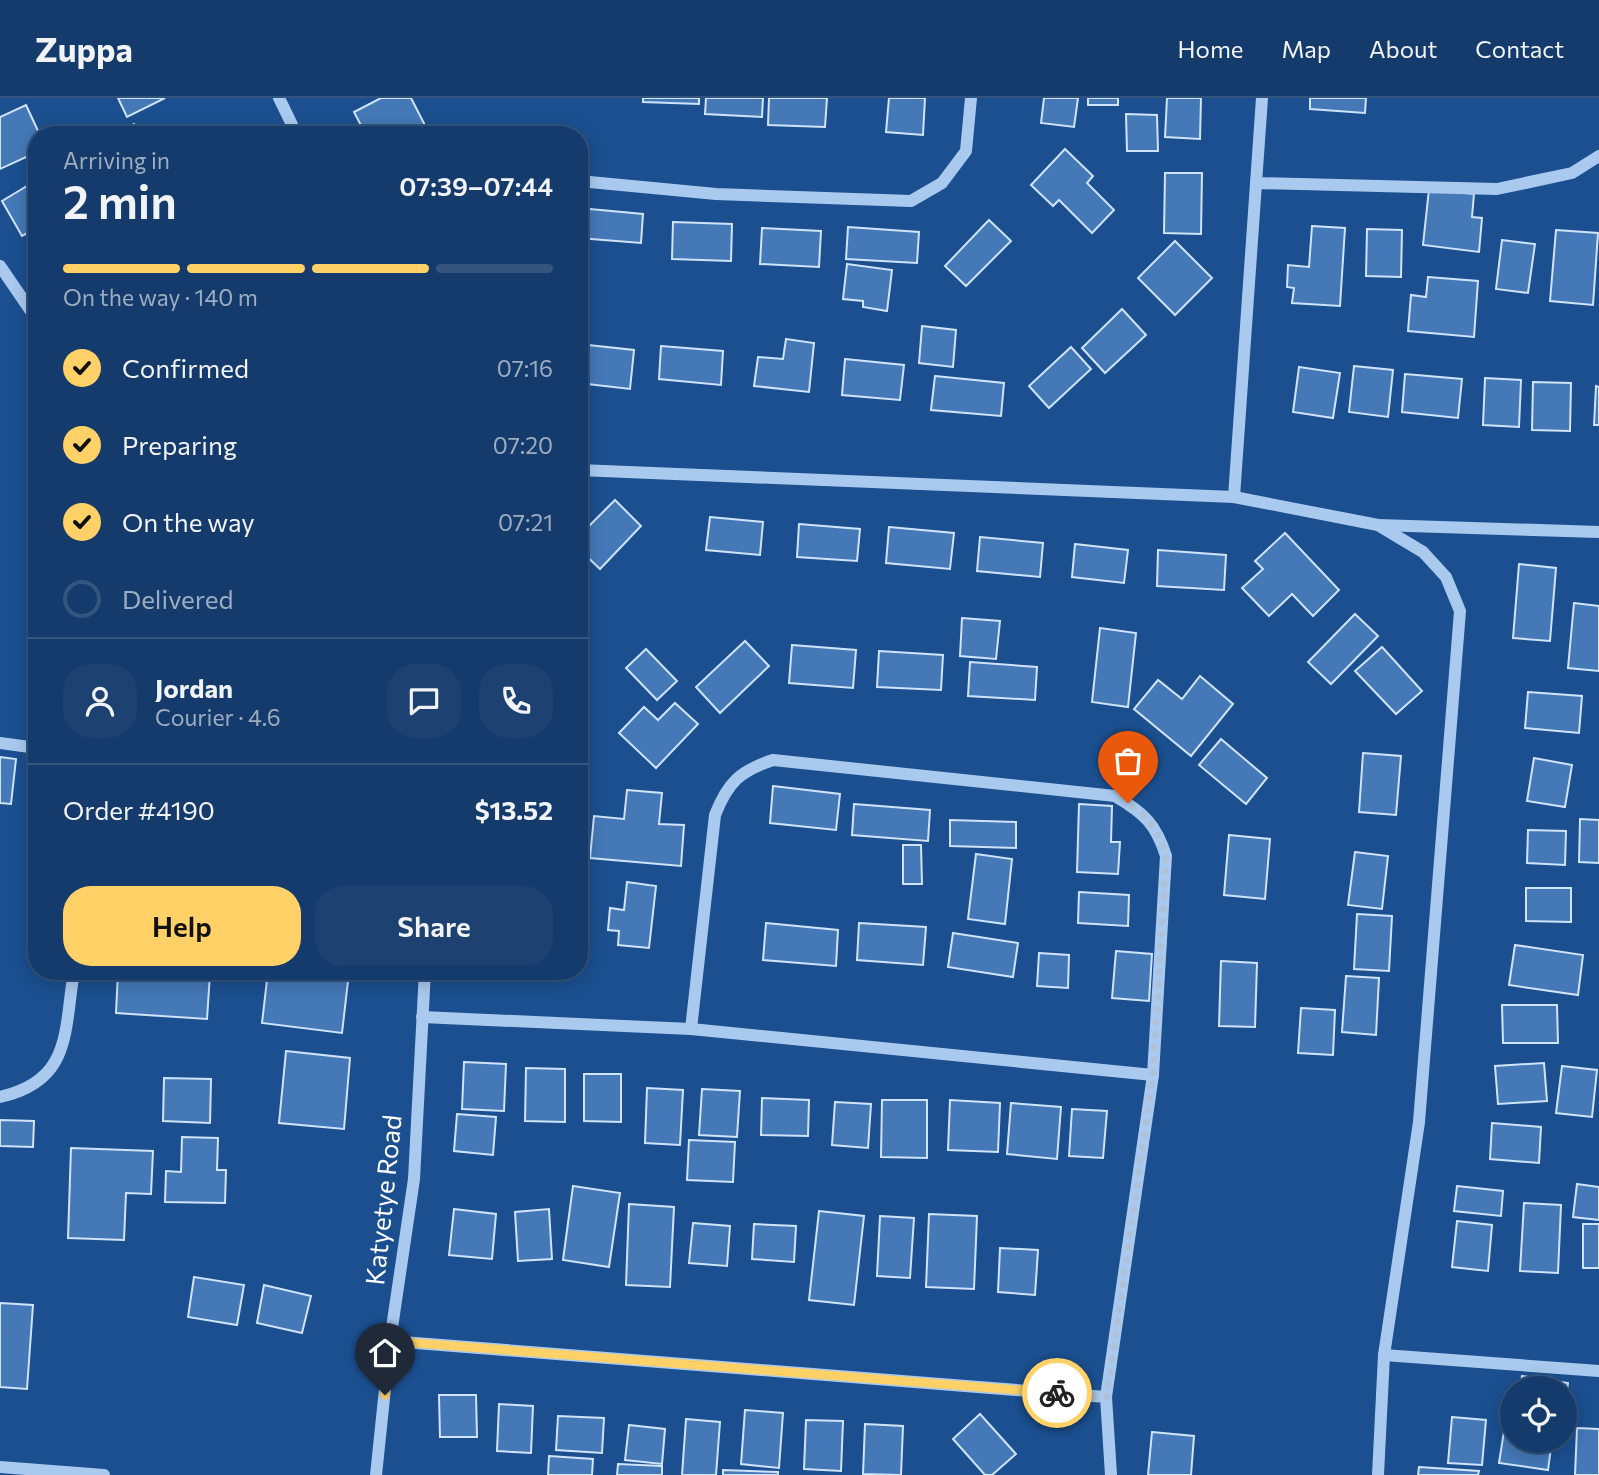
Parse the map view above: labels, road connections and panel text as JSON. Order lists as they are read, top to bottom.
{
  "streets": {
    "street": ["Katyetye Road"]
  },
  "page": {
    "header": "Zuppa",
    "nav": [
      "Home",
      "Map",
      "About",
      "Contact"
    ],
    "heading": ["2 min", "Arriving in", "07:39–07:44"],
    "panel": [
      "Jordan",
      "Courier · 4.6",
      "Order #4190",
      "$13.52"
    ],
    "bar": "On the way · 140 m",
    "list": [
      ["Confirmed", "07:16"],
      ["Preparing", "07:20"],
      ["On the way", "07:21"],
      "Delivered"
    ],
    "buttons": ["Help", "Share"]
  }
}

┄┄┄┄┄┄┄┄┄┄┄┄┄┄┄┄┄┄┄┄

_Exercise instructions_
This task calls for an exact copy of the data above, without pictures.

_Solved exercise_
Parse the map view above: labels, road connections and panel text as JSON. Order lists as they are read, top to bottom.
{
  "streets": {
    "street": ["Katyetye Road"]
  },
  "page": {
    "header": "Zuppa",
    "nav": [
      "Home",
      "Map",
      "About",
      "Contact"
    ],
    "heading": ["2 min", "Arriving in", "07:39–07:44"],
    "panel": [
      "Jordan",
      "Courier · 4.6",
      "Order #4190",
      "$13.52"
    ],
    "bar": "On the way · 140 m",
    "list": [
      ["Confirmed", "07:16"],
      ["Preparing", "07:20"],
      ["On the way", "07:21"],
      "Delivered"
    ],
    "buttons": ["Help", "Share"]
  }
}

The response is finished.